* Task goal
Copy the records word for word, omitting all pictures.

========

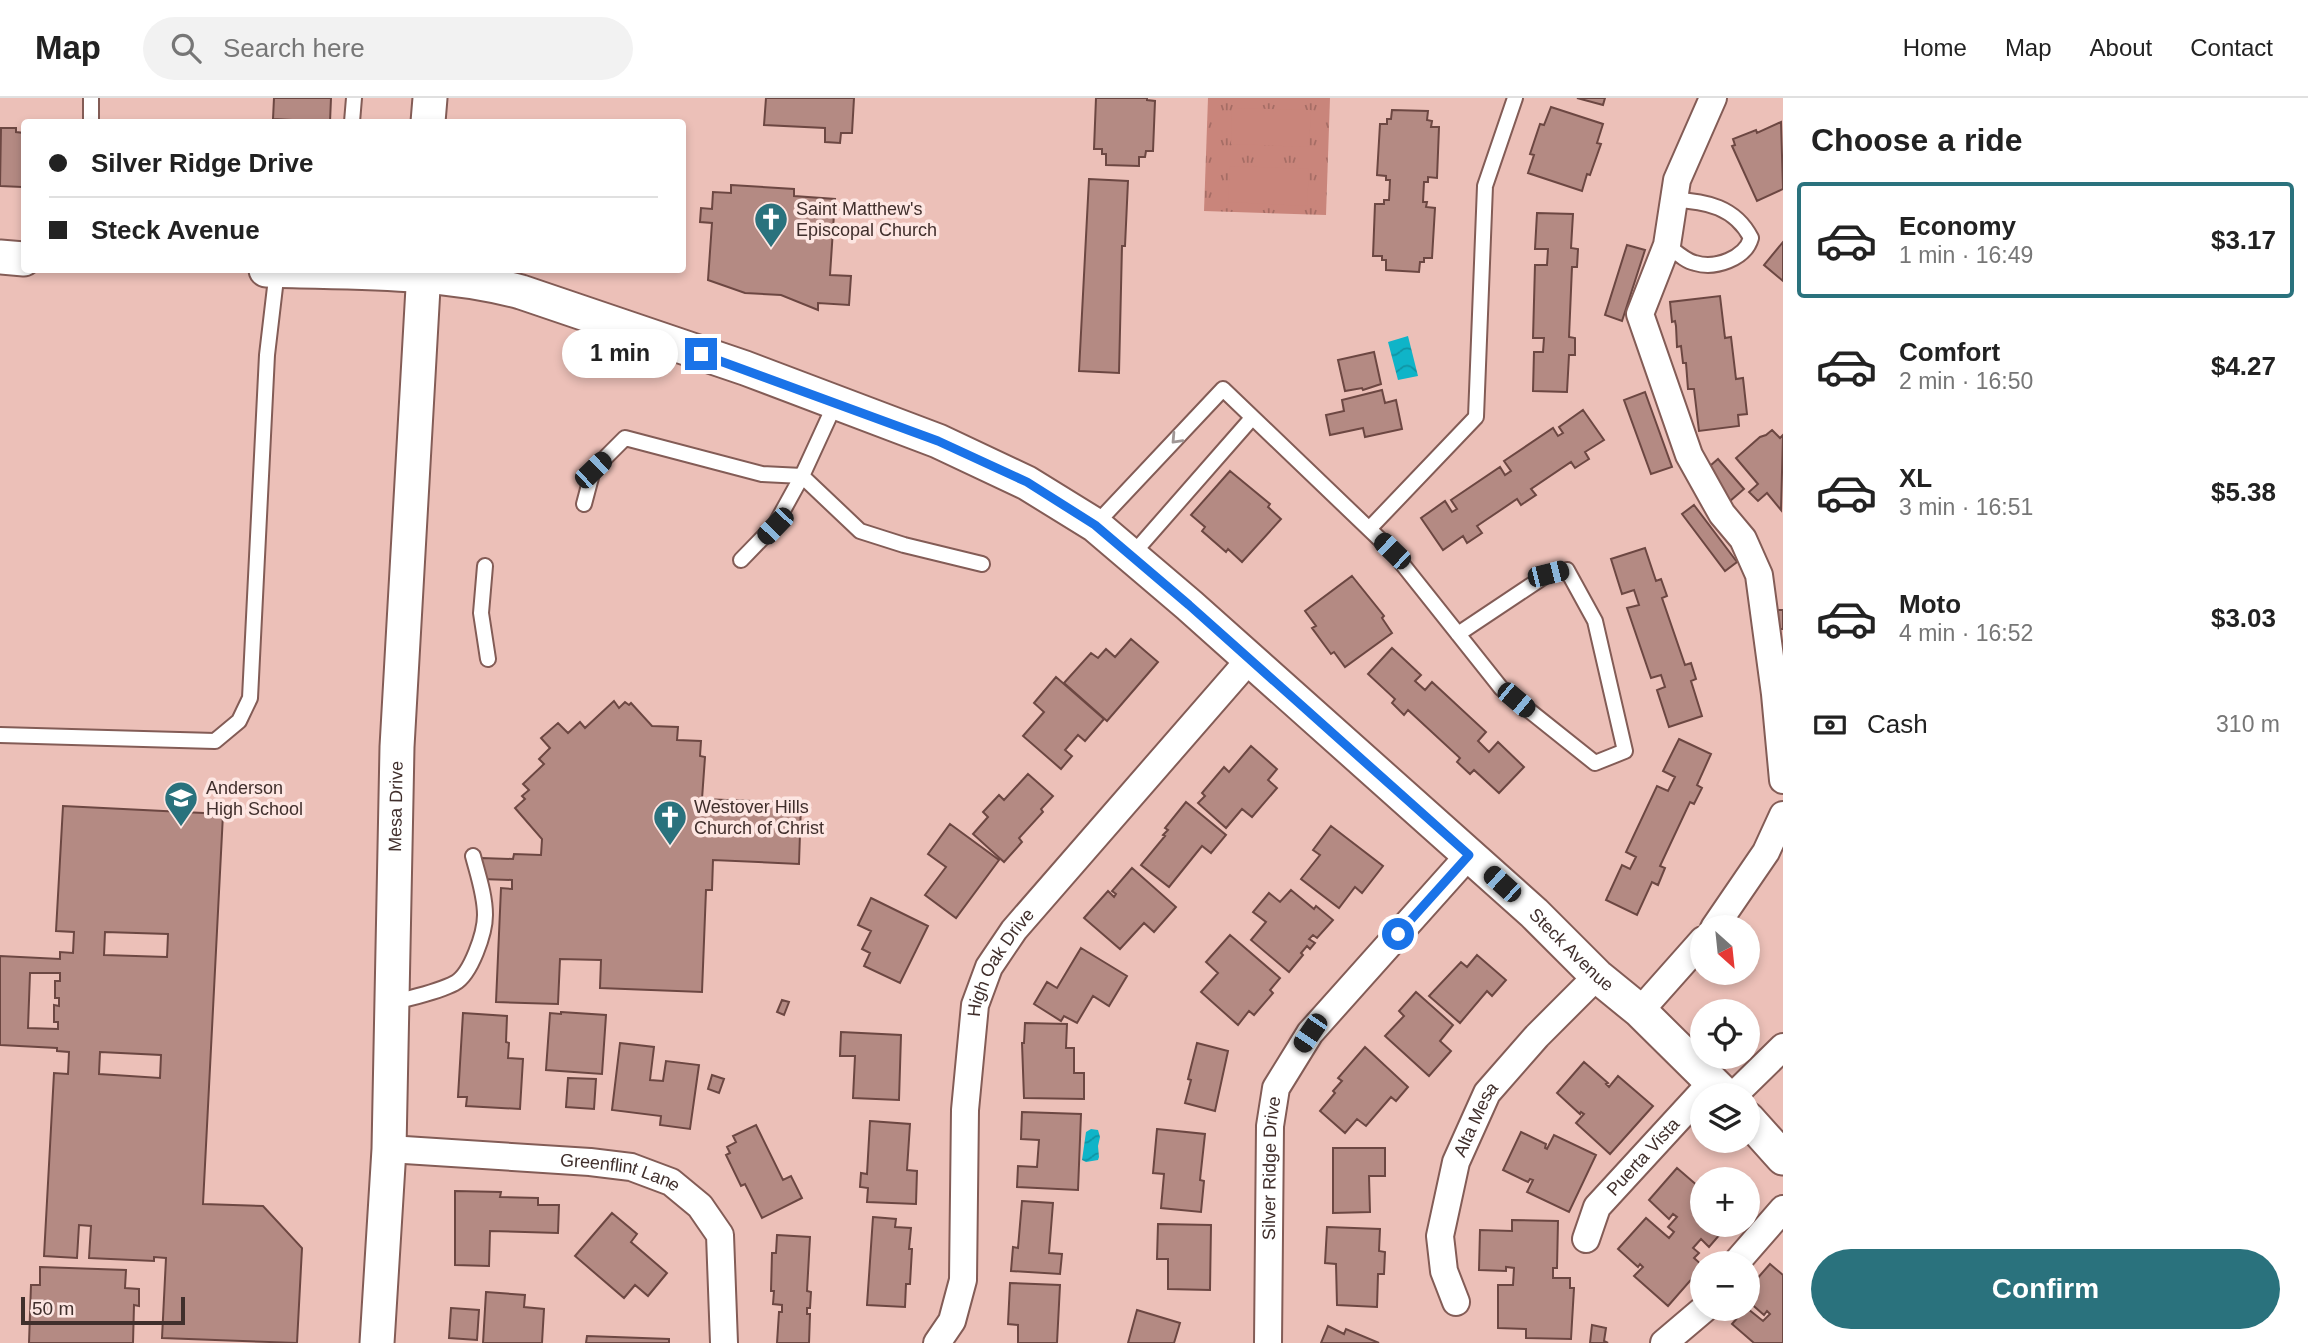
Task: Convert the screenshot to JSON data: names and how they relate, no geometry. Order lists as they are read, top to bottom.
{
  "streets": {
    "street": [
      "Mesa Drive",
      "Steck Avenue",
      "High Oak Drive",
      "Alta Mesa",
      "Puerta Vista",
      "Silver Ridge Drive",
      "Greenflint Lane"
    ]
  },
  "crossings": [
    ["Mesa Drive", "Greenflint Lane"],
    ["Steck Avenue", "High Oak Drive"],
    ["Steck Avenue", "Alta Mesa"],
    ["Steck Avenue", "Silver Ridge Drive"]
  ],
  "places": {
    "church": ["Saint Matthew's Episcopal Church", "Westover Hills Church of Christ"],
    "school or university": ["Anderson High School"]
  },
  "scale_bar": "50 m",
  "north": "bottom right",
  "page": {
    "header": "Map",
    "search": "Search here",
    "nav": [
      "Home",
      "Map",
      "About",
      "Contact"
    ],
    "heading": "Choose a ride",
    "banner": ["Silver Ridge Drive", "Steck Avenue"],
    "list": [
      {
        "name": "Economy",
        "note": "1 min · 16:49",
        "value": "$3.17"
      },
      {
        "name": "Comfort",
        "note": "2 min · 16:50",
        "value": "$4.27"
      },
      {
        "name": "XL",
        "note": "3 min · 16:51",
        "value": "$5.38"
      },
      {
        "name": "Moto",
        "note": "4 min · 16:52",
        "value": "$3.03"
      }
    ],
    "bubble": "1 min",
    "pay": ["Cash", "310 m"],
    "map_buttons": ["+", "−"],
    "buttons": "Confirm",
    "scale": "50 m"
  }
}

========

* Task solution
Task: Convert the screenshot to JSON data: names and how they relate, no geometry. Order lists as they are read, top to bottom.
{
  "streets": {
    "street": [
      "Mesa Drive",
      "Steck Avenue",
      "High Oak Drive",
      "Alta Mesa",
      "Puerta Vista",
      "Silver Ridge Drive",
      "Greenflint Lane"
    ]
  },
  "crossings": [
    ["Mesa Drive", "Greenflint Lane"],
    ["Steck Avenue", "High Oak Drive"],
    ["Steck Avenue", "Alta Mesa"],
    ["Steck Avenue", "Silver Ridge Drive"]
  ],
  "places": {
    "church": ["Saint Matthew's Episcopal Church", "Westover Hills Church of Christ"],
    "school or university": ["Anderson High School"]
  },
  "scale_bar": "50 m",
  "north": "bottom right",
  "page": {
    "header": "Map",
    "search": "Search here",
    "nav": [
      "Home",
      "Map",
      "About",
      "Contact"
    ],
    "heading": "Choose a ride",
    "banner": ["Silver Ridge Drive", "Steck Avenue"],
    "list": [
      {
        "name": "Economy",
        "note": "1 min · 16:49",
        "value": "$3.17"
      },
      {
        "name": "Comfort",
        "note": "2 min · 16:50",
        "value": "$4.27"
      },
      {
        "name": "XL",
        "note": "3 min · 16:51",
        "value": "$5.38"
      },
      {
        "name": "Moto",
        "note": "4 min · 16:52",
        "value": "$3.03"
      }
    ],
    "bubble": "1 min",
    "pay": ["Cash", "310 m"],
    "map_buttons": ["+", "−"],
    "buttons": "Confirm",
    "scale": "50 m"
  }
}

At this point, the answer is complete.